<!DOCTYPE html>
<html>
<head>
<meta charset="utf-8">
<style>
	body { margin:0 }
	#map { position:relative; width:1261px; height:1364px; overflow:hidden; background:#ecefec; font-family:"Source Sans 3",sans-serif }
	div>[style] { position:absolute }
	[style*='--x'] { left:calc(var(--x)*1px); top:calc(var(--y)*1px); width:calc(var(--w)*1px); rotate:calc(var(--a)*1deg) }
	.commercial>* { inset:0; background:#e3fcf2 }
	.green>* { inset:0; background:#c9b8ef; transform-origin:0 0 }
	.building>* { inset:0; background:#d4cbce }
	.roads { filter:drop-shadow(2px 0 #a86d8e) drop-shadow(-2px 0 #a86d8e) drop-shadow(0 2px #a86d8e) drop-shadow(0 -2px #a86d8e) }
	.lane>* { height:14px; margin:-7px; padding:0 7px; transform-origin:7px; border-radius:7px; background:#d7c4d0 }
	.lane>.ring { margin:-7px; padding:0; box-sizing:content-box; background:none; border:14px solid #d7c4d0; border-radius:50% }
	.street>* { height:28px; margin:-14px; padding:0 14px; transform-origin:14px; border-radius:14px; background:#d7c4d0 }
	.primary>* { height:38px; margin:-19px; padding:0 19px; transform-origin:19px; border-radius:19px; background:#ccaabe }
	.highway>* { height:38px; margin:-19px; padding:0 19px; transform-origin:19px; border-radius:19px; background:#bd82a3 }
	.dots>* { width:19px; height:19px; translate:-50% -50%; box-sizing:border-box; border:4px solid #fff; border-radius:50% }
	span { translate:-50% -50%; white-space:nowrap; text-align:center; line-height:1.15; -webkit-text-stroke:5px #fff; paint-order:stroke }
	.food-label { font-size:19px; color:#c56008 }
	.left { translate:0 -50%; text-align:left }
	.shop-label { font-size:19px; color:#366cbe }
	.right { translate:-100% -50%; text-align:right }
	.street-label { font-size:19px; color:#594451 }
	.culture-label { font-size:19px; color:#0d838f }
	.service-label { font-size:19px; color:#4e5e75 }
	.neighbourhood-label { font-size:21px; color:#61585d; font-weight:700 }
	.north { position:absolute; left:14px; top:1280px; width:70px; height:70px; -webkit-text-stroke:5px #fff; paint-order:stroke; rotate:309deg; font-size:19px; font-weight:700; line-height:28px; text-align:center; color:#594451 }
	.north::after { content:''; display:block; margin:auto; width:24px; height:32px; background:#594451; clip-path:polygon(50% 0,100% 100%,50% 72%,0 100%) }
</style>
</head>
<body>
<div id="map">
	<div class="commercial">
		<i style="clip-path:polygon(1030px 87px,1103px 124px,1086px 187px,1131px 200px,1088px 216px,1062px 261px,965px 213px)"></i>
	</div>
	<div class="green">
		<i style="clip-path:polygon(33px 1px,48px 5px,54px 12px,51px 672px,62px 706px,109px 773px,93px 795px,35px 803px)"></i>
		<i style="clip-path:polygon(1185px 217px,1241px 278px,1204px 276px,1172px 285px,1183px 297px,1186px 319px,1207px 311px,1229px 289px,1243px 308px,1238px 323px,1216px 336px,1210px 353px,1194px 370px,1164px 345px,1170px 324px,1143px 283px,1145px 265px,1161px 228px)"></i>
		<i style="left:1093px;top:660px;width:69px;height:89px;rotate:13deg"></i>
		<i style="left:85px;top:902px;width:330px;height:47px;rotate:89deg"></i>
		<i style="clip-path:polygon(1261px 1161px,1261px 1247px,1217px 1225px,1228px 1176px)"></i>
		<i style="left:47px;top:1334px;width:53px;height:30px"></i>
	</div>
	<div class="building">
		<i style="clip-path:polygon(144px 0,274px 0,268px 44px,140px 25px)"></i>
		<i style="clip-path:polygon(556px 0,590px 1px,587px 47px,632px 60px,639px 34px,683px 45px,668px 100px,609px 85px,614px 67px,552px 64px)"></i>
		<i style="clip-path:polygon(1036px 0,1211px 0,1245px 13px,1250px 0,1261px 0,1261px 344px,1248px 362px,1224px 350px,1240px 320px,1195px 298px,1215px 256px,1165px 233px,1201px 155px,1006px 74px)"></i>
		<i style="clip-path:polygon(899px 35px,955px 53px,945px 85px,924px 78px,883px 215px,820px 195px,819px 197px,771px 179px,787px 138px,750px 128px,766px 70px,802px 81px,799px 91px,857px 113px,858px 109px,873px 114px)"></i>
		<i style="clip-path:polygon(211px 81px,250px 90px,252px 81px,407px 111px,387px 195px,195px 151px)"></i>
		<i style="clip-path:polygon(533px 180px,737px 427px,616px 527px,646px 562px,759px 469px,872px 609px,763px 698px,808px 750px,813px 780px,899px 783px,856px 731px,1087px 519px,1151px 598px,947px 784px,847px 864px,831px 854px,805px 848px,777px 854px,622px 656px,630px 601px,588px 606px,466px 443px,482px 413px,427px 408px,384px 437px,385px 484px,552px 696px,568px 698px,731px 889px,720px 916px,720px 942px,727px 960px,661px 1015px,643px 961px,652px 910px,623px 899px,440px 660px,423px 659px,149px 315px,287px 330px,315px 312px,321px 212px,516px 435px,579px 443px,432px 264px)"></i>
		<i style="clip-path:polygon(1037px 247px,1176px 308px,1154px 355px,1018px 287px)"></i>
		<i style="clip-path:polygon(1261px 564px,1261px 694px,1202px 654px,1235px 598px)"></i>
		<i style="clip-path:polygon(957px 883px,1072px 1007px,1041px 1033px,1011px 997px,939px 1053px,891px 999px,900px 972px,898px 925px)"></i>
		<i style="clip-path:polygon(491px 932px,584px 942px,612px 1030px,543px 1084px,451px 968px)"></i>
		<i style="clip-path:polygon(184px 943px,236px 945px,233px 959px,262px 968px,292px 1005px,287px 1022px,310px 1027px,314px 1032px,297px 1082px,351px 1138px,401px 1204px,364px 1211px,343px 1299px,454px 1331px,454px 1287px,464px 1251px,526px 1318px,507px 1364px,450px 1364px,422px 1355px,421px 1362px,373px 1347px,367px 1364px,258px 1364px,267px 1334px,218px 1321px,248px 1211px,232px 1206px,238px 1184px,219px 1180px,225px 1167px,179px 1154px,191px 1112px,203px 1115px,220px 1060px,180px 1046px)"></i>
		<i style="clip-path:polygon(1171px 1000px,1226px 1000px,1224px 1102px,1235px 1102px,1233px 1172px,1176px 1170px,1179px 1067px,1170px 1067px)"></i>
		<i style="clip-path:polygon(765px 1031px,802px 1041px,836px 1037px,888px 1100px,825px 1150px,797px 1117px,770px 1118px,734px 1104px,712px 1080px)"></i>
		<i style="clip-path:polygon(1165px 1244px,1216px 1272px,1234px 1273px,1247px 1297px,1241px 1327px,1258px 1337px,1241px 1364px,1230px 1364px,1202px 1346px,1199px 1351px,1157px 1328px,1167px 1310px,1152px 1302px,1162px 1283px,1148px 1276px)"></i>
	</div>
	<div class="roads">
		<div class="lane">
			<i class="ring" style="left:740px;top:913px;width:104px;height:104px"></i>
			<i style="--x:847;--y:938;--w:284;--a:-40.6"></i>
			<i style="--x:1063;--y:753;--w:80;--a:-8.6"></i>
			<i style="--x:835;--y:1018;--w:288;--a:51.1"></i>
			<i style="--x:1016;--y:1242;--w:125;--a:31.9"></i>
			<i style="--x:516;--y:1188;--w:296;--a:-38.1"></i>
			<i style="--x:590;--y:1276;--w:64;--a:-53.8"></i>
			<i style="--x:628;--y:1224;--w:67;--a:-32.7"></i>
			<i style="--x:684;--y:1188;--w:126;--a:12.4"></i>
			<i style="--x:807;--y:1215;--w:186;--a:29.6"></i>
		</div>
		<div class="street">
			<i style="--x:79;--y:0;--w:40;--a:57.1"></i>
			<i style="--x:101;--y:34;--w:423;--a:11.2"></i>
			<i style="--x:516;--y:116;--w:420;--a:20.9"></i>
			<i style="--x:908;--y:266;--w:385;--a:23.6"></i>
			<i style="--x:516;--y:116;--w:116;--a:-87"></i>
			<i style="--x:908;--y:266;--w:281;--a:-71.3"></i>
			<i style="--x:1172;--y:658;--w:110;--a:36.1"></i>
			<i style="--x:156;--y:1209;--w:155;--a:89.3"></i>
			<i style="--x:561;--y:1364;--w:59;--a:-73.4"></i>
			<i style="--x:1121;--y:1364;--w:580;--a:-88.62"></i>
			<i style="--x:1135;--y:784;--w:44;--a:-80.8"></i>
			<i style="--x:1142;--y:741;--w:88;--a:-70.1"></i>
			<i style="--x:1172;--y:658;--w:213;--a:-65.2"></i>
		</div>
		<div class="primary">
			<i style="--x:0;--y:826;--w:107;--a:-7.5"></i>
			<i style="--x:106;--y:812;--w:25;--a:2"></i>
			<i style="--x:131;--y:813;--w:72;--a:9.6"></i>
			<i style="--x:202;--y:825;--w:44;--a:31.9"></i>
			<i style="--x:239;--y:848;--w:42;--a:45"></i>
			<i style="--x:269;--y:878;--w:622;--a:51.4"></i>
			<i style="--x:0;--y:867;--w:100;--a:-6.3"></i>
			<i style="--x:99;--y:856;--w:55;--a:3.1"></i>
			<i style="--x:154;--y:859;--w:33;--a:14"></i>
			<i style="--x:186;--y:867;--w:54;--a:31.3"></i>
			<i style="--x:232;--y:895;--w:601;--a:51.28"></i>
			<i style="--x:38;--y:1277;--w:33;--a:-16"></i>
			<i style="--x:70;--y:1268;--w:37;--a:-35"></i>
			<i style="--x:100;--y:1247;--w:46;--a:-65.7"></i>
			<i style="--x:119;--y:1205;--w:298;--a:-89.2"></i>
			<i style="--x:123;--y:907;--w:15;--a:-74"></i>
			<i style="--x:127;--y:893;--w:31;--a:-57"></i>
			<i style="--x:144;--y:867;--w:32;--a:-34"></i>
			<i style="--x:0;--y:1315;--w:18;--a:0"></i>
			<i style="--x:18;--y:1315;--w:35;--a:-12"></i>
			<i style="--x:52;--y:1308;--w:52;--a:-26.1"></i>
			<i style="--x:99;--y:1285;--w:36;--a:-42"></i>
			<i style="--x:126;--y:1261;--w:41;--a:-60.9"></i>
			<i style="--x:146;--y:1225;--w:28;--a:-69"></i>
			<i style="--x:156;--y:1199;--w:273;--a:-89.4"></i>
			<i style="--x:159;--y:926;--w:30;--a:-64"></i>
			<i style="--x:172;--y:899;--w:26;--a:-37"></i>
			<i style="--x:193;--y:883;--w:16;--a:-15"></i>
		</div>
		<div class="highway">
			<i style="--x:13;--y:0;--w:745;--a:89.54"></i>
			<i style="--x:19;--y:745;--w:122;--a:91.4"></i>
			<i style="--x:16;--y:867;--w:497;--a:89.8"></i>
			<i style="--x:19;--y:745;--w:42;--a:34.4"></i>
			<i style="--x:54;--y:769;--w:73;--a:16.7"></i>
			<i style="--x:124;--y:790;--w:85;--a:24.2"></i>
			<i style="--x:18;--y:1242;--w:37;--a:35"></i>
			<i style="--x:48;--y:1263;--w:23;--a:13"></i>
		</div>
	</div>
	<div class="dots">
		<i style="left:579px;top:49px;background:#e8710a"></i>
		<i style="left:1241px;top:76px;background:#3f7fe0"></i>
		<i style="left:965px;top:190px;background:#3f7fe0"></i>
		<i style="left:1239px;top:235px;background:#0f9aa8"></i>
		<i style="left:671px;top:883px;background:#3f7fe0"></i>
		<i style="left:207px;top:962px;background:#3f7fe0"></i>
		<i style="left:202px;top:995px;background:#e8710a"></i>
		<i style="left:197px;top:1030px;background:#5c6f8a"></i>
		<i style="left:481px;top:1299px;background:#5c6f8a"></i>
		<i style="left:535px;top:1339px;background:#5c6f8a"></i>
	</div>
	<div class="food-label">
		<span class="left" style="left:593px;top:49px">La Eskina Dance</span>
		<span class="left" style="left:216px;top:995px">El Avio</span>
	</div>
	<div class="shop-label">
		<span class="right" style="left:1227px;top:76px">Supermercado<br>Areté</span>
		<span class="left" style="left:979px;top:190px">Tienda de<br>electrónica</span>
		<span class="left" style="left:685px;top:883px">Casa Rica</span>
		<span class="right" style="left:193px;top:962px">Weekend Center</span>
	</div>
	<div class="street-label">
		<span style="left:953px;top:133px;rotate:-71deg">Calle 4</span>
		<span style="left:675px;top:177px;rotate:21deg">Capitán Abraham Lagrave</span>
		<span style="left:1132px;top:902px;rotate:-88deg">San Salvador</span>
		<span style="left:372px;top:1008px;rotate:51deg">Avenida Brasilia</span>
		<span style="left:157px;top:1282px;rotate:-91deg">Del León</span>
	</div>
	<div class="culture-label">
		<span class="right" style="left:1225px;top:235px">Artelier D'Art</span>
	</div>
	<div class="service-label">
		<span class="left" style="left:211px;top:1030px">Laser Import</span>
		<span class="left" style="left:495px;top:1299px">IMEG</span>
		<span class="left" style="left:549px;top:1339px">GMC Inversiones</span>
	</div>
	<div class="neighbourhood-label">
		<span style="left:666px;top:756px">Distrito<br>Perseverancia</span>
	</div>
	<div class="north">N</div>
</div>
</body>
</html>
- - -
Task requirements: Output the lines above between the one holding "translate:-50% -50%; white-space:nowrap;" and the one holding "position:absolute; left:14px; top:1280px;", inclusive, with nothing before or after them.

Finished exercise:
	span { translate:-50% -50%; white-space:nowrap; text-align:center; line-height:1.15; -webkit-text-stroke:5px #fff; paint-order:stroke }
	.food-label { font-size:19px; color:#c56008 }
	.left { translate:0 -50%; text-align:left }
	.shop-label { font-size:19px; color:#366cbe }
	.right { translate:-100% -50%; text-align:right }
	.street-label { font-size:19px; color:#594451 }
	.culture-label { font-size:19px; color:#0d838f }
	.service-label { font-size:19px; color:#4e5e75 }
	.neighbourhood-label { font-size:21px; color:#61585d; font-weight:700 }
	.north { position:absolute; left:14px; top:1280px; width:70px; height:70px; -webkit-text-stroke:5px #fff; paint-order:stroke; rotate:309deg; font-size:19px; font-weight:700; line-height:28px; text-align:center; color:#594451 }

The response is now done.